EXERCISE -
Your answer should be an exact copy of every record.

[Collected data entries]
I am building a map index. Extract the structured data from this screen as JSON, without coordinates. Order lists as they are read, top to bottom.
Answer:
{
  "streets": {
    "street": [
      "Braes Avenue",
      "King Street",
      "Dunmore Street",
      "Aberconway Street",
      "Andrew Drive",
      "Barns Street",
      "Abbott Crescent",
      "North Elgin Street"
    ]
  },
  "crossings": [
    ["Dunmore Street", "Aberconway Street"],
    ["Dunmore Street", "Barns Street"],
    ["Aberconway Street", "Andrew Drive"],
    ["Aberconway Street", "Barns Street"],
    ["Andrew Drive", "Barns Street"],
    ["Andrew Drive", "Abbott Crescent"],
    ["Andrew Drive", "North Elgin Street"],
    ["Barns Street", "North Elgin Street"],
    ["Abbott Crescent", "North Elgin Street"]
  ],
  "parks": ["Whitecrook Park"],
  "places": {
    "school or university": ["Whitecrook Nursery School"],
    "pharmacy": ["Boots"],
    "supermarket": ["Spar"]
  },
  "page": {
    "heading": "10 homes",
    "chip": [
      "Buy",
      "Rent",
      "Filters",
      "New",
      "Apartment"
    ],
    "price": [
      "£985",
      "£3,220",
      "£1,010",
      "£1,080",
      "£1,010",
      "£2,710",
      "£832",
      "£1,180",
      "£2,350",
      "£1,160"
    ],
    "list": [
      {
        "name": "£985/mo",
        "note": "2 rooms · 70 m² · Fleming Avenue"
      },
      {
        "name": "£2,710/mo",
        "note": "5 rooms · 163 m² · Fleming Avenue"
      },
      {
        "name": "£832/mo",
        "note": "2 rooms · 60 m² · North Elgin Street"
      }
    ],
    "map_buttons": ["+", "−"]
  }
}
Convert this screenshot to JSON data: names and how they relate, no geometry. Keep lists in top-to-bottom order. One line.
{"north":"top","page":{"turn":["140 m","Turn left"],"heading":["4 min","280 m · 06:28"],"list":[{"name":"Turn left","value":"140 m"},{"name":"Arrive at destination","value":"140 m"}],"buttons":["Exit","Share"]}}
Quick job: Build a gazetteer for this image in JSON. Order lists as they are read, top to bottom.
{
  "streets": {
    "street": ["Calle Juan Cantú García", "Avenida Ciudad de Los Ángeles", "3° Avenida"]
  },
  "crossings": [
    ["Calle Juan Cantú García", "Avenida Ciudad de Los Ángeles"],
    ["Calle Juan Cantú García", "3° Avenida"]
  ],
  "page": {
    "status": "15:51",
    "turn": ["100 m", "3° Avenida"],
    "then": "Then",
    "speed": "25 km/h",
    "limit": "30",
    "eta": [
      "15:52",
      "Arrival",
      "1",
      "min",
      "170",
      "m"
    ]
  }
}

RESPONSE BELOW -
I am building a map index. Extract the structured data from this screen as JSON, without coordinates. Order lists as they are read, top to bottom.
Answer:
{
  "streets": {
    "street": [
      "Braes Avenue",
      "King Street",
      "Dunmore Street",
      "Aberconway Street",
      "Andrew Drive",
      "Barns Street",
      "Abbott Crescent",
      "North Elgin Street"
    ]
  },
  "crossings": [
    ["Dunmore Street", "Aberconway Street"],
    ["Dunmore Street", "Barns Street"],
    ["Aberconway Street", "Andrew Drive"],
    ["Aberconway Street", "Barns Street"],
    ["Andrew Drive", "Barns Street"],
    ["Andrew Drive", "Abbott Crescent"],
    ["Andrew Drive", "North Elgin Street"],
    ["Barns Street", "North Elgin Street"],
    ["Abbott Crescent", "North Elgin Street"]
  ],
  "parks": ["Whitecrook Park"],
  "places": {
    "school or university": ["Whitecrook Nursery School"],
    "pharmacy": ["Boots"],
    "supermarket": ["Spar"]
  },
  "page": {
    "heading": "10 homes",
    "chip": [
      "Buy",
      "Rent",
      "Filters",
      "New",
      "Apartment"
    ],
    "price": [
      "£985",
      "£3,220",
      "£1,010",
      "£1,080",
      "£1,010",
      "£2,710",
      "£832",
      "£1,180",
      "£2,350",
      "£1,160"
    ],
    "list": [
      {
        "name": "£985/mo",
        "note": "2 rooms · 70 m² · Fleming Avenue"
      },
      {
        "name": "£2,710/mo",
        "note": "5 rooms · 163 m² · Fleming Avenue"
      },
      {
        "name": "£832/mo",
        "note": "2 rooms · 60 m² · North Elgin Street"
      }
    ],
    "map_buttons": ["+", "−"]
  }
}
Convert this screenshot to JSON data: names and how they relate, no geometry. Keep lists in top-to-bottom order. One line.
{"north":"top","page":{"turn":["140 m","Turn left"],"heading":["4 min","280 m · 06:28"],"list":[{"name":"Turn left","value":"140 m"},{"name":"Arrive at destination","value":"140 m"}],"buttons":["Exit","Share"]}}
Quick job: Build a gazetteer for this image in JSON. Order lists as they are read, top to bottom.
{
  "streets": {
    "street": ["Calle Juan Cantú García", "Avenida Ciudad de Los Ángeles", "3° Avenida"]
  },
  "crossings": [
    ["Calle Juan Cantú García", "Avenida Ciudad de Los Ángeles"],
    ["Calle Juan Cantú García", "3° Avenida"]
  ],
  "page": {
    "status": "15:51",
    "turn": ["100 m", "3° Avenida"],
    "then": "Then",
    "speed": "25 km/h",
    "limit": "30",
    "eta": [
      "15:52",
      "Arrival",
      "1",
      "min",
      "170",
      "m"
    ]
  }
}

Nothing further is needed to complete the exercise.